Both Google and Damore seem to agree that Damore was fired because of the memo, but they disagree about the source of Google’s objection to it. In an all-staff note, CEO Sundar Pichai focused his objection to the memo on its effects on women at Google: “To suggest a group of our colleagues have traits that make them less biologically suited to that work is offensive and not OK. It is contrary to our basic values.” In other words, Google says that Damore was fired not for being a conservative, but for undermining his women colleagues and making it harder for them to do their jobs.

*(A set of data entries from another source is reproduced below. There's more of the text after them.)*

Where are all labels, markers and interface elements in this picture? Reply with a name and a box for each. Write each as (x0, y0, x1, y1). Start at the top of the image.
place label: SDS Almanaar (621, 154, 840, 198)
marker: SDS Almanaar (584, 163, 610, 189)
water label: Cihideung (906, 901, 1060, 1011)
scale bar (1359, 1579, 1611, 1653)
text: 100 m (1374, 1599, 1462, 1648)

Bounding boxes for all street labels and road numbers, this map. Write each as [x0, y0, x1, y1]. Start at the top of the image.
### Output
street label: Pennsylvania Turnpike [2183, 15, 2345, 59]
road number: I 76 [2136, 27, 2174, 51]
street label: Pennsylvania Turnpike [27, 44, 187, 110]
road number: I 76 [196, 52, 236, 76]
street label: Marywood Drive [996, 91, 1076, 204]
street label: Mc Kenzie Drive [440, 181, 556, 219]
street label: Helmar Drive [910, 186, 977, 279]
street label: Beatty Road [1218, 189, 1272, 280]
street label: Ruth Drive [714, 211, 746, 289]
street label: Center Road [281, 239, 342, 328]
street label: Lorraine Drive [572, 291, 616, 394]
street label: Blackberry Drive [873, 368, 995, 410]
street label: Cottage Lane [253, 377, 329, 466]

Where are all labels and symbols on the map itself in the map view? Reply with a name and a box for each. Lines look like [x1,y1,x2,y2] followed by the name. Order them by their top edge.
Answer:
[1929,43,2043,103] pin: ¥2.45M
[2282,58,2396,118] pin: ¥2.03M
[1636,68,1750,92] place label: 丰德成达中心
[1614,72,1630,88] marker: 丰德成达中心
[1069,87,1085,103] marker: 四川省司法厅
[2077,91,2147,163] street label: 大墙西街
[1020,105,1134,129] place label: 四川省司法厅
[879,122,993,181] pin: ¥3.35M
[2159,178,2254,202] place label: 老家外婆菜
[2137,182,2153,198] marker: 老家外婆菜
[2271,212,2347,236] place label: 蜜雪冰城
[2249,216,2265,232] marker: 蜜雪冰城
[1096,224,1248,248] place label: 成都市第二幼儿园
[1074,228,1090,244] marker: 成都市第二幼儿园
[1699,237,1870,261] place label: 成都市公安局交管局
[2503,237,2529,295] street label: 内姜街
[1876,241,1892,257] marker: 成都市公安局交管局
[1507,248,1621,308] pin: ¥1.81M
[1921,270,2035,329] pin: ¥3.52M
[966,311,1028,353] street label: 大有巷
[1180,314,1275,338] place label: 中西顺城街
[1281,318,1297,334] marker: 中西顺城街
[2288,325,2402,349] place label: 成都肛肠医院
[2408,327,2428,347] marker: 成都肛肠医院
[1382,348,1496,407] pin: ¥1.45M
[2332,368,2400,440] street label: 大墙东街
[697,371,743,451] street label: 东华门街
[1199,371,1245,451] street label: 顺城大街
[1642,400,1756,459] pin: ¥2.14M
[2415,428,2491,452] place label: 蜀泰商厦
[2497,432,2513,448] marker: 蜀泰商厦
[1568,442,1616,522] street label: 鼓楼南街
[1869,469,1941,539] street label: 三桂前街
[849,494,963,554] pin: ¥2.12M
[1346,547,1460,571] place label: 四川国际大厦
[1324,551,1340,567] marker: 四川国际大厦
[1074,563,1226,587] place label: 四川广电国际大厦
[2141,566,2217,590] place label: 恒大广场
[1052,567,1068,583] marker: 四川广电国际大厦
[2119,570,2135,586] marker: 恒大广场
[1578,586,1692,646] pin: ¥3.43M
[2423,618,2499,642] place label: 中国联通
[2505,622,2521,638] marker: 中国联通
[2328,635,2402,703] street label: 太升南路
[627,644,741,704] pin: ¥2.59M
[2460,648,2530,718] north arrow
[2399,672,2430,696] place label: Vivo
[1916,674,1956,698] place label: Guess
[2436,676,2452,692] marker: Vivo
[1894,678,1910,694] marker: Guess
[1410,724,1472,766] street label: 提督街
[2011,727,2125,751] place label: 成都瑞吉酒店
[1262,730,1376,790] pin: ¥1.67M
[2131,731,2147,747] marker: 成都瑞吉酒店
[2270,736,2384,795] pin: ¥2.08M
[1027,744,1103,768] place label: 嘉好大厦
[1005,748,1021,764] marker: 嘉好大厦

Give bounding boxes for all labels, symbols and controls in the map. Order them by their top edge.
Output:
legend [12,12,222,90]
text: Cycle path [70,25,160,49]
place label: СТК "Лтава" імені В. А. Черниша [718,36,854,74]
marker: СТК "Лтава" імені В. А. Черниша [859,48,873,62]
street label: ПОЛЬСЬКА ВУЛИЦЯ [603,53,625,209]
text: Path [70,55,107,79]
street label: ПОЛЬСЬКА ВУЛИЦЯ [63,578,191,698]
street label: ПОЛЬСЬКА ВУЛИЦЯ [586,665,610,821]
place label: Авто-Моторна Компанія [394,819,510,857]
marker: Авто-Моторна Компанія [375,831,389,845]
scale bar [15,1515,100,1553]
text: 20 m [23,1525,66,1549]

In one way, Damore is lucky that Google is located in California, which is one of only a handful of states that bans private employers from punishing workers for their political views; there is no analogous protection for private-sector employees’ political advocacy under federal law. His claims have all been made under California’s employment law; absent from Damore’s complaint are any federal law claims. Presumably, this is to keep the case out of federal court, where legal obstacles — including a Supreme Court decision authored by no less than conservative icon Antonin Scalia — could have been the death of Damore’s attempt to bring his case as a class action.
But even in relatively employee- and plaintiff-friendly California, Damore faces an uphill climb. First, the right to hold or advocate for political beliefs at work is not limitless: it will have to be reconciled with Google’s own rights to express its views, as well as its obligations to all employees under employment law.
That Google is simultaneously being sued for discriminating against both women and men is not as unusual as it may seem: When employers attempt to remedy imbalances in their workforce by adopting affirmative action plans, it is almost inevitable that some applicants and employees will feel that the plans go too far.
But, as Damore may soon discover, employment discrimination lawsuits are extremely difficult to win, as both substantive law and court procedures are stacked against plaintiffs — and gender and political affiliation have nothing to do with it.
Charlotte Garden is an associate professor at Seattle University School of Law.